§ Problem statement: The required output is every record, written out exactly.

BEGIN

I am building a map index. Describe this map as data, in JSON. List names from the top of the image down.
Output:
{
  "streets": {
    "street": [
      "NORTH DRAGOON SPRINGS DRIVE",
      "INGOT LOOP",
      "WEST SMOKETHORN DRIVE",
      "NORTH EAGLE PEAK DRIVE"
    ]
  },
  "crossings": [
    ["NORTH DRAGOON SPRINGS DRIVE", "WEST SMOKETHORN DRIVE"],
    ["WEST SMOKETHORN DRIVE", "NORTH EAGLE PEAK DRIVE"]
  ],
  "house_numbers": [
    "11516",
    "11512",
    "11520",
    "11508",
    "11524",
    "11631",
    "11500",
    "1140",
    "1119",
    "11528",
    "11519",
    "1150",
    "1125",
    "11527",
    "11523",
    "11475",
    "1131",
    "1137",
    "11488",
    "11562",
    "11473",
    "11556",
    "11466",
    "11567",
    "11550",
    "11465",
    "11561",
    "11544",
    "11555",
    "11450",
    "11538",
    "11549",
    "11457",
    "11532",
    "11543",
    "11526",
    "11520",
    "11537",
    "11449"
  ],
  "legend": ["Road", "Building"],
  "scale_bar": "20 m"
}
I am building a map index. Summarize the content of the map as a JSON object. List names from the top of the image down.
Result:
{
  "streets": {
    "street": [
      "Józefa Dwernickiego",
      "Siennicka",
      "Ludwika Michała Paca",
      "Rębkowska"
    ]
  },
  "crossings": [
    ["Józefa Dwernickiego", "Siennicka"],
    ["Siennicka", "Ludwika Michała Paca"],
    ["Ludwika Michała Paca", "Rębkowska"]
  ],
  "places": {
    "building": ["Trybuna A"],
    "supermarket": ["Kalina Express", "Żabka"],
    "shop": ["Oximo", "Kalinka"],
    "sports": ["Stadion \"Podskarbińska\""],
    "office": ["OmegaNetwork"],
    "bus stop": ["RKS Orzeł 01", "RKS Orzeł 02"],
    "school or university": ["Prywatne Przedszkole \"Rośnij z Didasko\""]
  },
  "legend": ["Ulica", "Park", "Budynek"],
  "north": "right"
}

END

§ Worked solution:
I am building a map index. Describe this map as data, in JSON. List names from the top of the image down.
Output:
{
  "streets": {
    "street": [
      "NORTH DRAGOON SPRINGS DRIVE",
      "INGOT LOOP",
      "WEST SMOKETHORN DRIVE",
      "NORTH EAGLE PEAK DRIVE"
    ]
  },
  "crossings": [
    ["NORTH DRAGOON SPRINGS DRIVE", "WEST SMOKETHORN DRIVE"],
    ["WEST SMOKETHORN DRIVE", "NORTH EAGLE PEAK DRIVE"]
  ],
  "house_numbers": [
    "11516",
    "11512",
    "11520",
    "11508",
    "11524",
    "11631",
    "11500",
    "1140",
    "1119",
    "11528",
    "11519",
    "1150",
    "1125",
    "11527",
    "11523",
    "11475",
    "1131",
    "1137",
    "11488",
    "11562",
    "11473",
    "11556",
    "11466",
    "11567",
    "11550",
    "11465",
    "11561",
    "11544",
    "11555",
    "11450",
    "11538",
    "11549",
    "11457",
    "11532",
    "11543",
    "11526",
    "11520",
    "11537",
    "11449"
  ],
  "legend": ["Road", "Building"],
  "scale_bar": "20 m"
}
I am building a map index. Summarize the content of the map as a JSON object. List names from the top of the image down.
Result:
{
  "streets": {
    "street": [
      "Józefa Dwernickiego",
      "Siennicka",
      "Ludwika Michała Paca",
      "Rębkowska"
    ]
  },
  "crossings": [
    ["Józefa Dwernickiego", "Siennicka"],
    ["Siennicka", "Ludwika Michała Paca"],
    ["Ludwika Michała Paca", "Rębkowska"]
  ],
  "places": {
    "building": ["Trybuna A"],
    "supermarket": ["Kalina Express", "Żabka"],
    "shop": ["Oximo", "Kalinka"],
    "sports": ["Stadion \"Podskarbińska\""],
    "office": ["OmegaNetwork"],
    "bus stop": ["RKS Orzeł 01", "RKS Orzeł 02"],
    "school or university": ["Prywatne Przedszkole \"Rośnij z Didasko\""]
  },
  "legend": ["Ulica", "Park", "Budynek"],
  "north": "right"
}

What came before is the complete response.